CDC reports alcohol consumption to be the leading preventable cause of birth defects and disabilities in children; highest whooping cough rates in over 50 years concern public health officials; APHA partners with PBIC for July 24 webinar; and Nobel laureate claims “first step” made in AIDS cure. These stories and more topping public health headlines today, Friday, July 20, 2012.
Pedestrian and Bicycle Information Center — Webinar: Using Health Impact Assessments to connect bicycle and pedestrian safety and health, Tuesday, July 24, 3:30-5 p.m. EDT
Health impact assessments are a valuable tool for estimating the health impact of various projects and policies. This webinar will explore what health impact assessments are and how they can be used to connect bicycle and pedestrian safety and health. Bethany Rogerson, senior associate for the Health Impact Project, a collaboration of The Robert Wood Johnson Foundation and the Pew Charitable Trusts, will provide an overview of HIA programs and how they can add value to a decision-making process.

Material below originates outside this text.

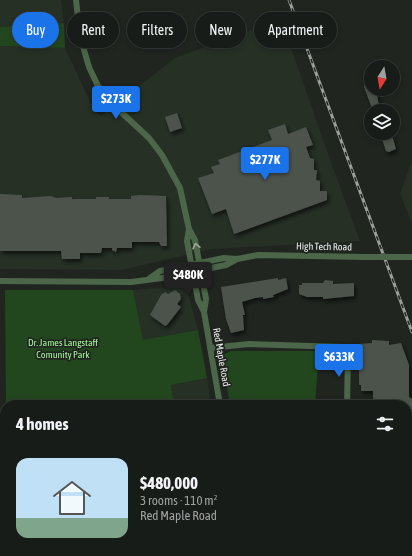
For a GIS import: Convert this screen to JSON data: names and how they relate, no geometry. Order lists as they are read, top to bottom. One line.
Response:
{"streets":{"street":["High Tech Road","Red Maple Road"]},"crossings":[["High Tech Road","Red Maple Road"]],"parks":["Dr. James Langstaff Comunity Park"],"north":"bottom","page":{"chip":["Buy","Rent","Filters","New","Apartment"],"price":["$273K","$277K","$480K","$633K"],"heading":"4 homes","list":[{"name":"$480,000","note":"3 rooms · 110 m² · Red Maple Road"}]}}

CBS News — 1 in 13 pregnant women drink alcohol, CDC says
Drinking alcohol during pregnancy is the leading preventable cause of birth defects and developmental disabilities in children, says the Centers for Disease Control and Prevention. But according to a new report, that’s not stopping pregnant women from drinking. In the latest issue of its journal Morbidity and Mortality Weekly Report, the CDC investigates drinking rates among pregnant women, and finds about one in 13 pregnant women drink. Of those women, almost one in five reported binge drinking – having four or more drinks in about two hours – during pregnancy. The CDC says there is no known safe amount of alcohol or safe time to drink while pregnant.

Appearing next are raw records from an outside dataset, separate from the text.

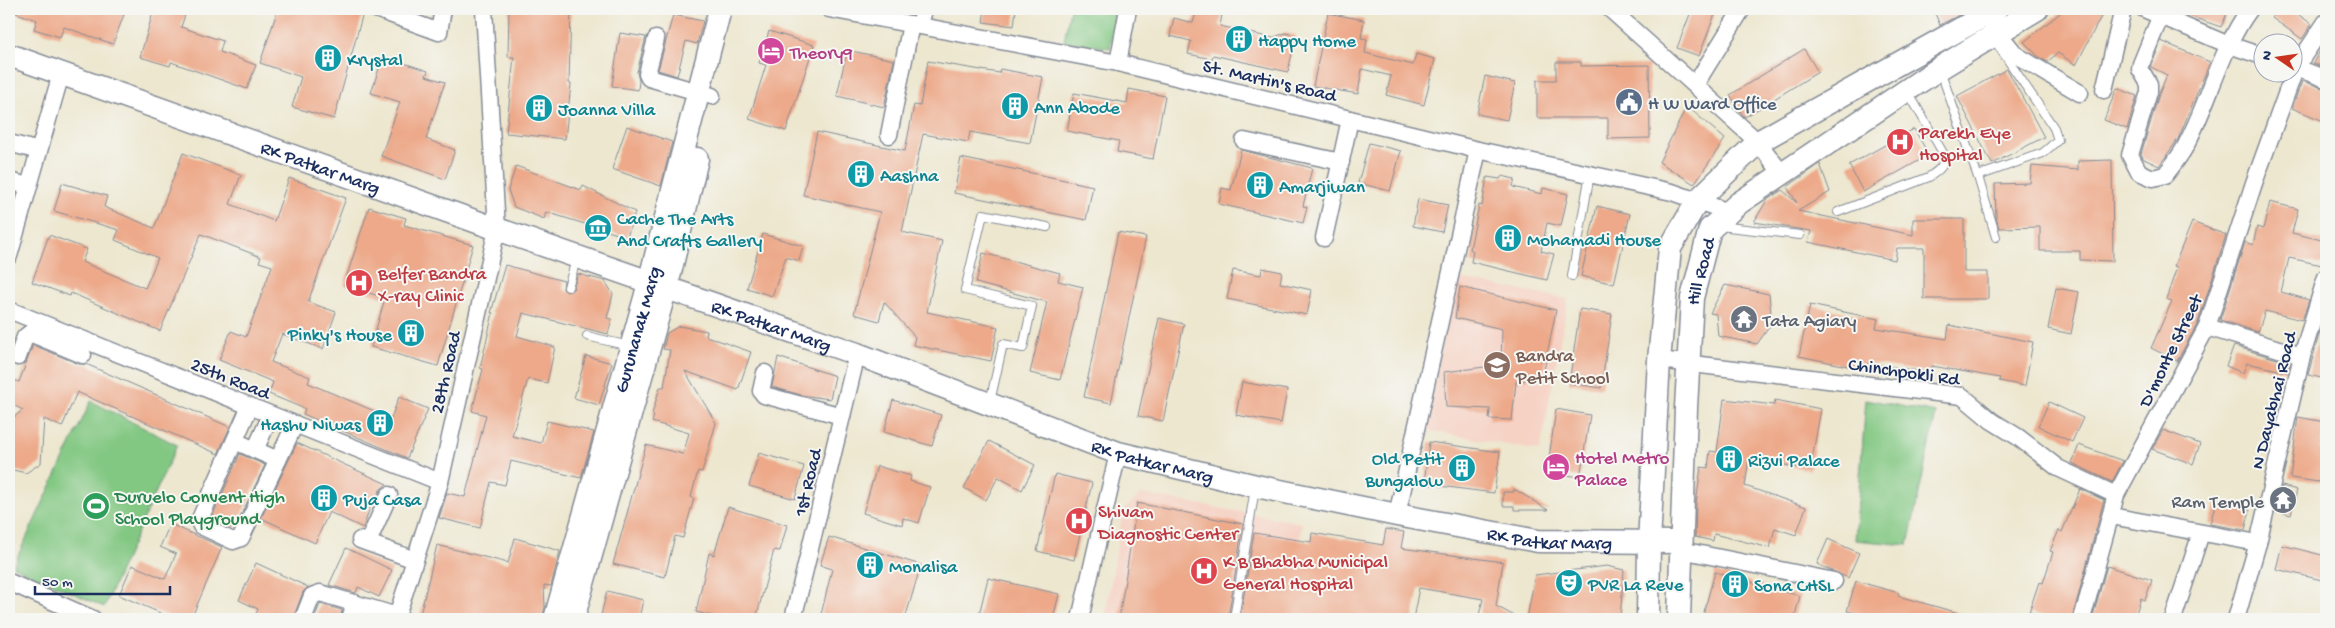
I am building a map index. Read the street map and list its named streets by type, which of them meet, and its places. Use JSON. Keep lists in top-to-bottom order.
{
  "streets": {
    "main road": ["RK Patkar Marg", "Hill Road", "Gurunanak Marg"],
    "street": [
      "St. Martin's Road",
      "D'monte Street",
      "Chinchpokli Rd",
      "28th Road",
      "25th Road",
      "N Dayabhai Road",
      "1st Road"
    ]
  },
  "crossings": [
    ["St. Martin's Road", "Hill Road"],
    ["RK Patkar Marg", "Hill Road"],
    ["RK Patkar Marg", "Gurunanak Marg"],
    ["RK Patkar Marg", "28th Road"],
    ["RK Patkar Marg", "1st Road"],
    ["Hill Road", "Chinchpokli Rd"],
    ["D'monte Street", "Chinchpokli Rd"],
    ["28th Road", "25th Road"]
  ],
  "places": {
    "building": [
      "Happy Home",
      "Krystal",
      "Ann Abode",
      "Joanna Villa",
      "Aashna",
      "Amarjiwan",
      "Mohamadi House",
      "Pinky's House",
      "Hashu Niwas",
      "Rizvi Palace",
      "Old Petit Bungalow",
      "Puja Casa",
      "Monalisa",
      "Sona CHSL"
    ],
    "hotel": ["Theory9", "Hotel Metro Palace"],
    "public building": ["H W Ward Office"],
    "hospital": [
      "Parekh Eye Hospital",
      "Belfer Bandra X-ray Clinic",
      "Shivam Diagnostic Center",
      "K B Bhabha Municipal General Hospital"
    ],
    "museum": ["Cache The Arts And Crafts Gallery"],
    "temple": ["Tata Agiary", "Ram Temple"],
    "school or university": ["Bandra Petit School"],
    "sports": ["Duruelo Convent High School Playground"],
    "theatre": ["PVR La Reve"]
  },
  "scale_bar": "50 m",
  "north": "left"
}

USA Today — Whooping cough could reach highest levels since 1959
Health officials said Thursday that the number of cases of whooping cough could reach the highest level in more than 50 years. As of July, nearly 18,000 cases have been reported, more than twice as many as at this time last year, the Centers for Disease Control and Prevention reported. At this pace, the number of whooping cough cases will surpass every year since 1959. Public health officials are concerned the uptick might be due in part to a switch from one vaccine type to another 15 years ago. The change was based in part on now-discredited concerns about the dangers of the older vaccine.
San Francisco Chronicle — Two more whooping cough cases confirmed in RI
Officials have confirmed two more cases of whooping cough in North Kingstown, bringing the total to eight amid a national increase in the disease. Health Department officials announced the new cases Thursday as the agency held a vaccination clinic at North Kingstown High School. Another clinic will be held there Monday from 4 to 7 p.m. There have been 35 cases of whooping cough, also called pertussis, this year in Rhode Island, which sees about 60 cases per year. The federal Centers for Disease Control and Prevention says nearly 18,000 pertussis cases have been reported nationwide this year, more than twice the number seen at this point last year. Nine children have died.
Washington Post — About half of doctors use electronic records
Just about half of doctors are using electronic health records, according to Health and Human Services’ latest survey on the issue: That’s a pretty high number, historically-speaking: As recently as 2005, just about a quarter of doctors’ offices had gone digital. In the larger scheme of technological adaption, however, it’s dishearteningly low. Imagine walking into a bank, handing over a deposit, and watching your bank teller dutifully copy down the amount onto a pad of paper and stash it away in a file folder. It would feel a bit like a scene from decades ago.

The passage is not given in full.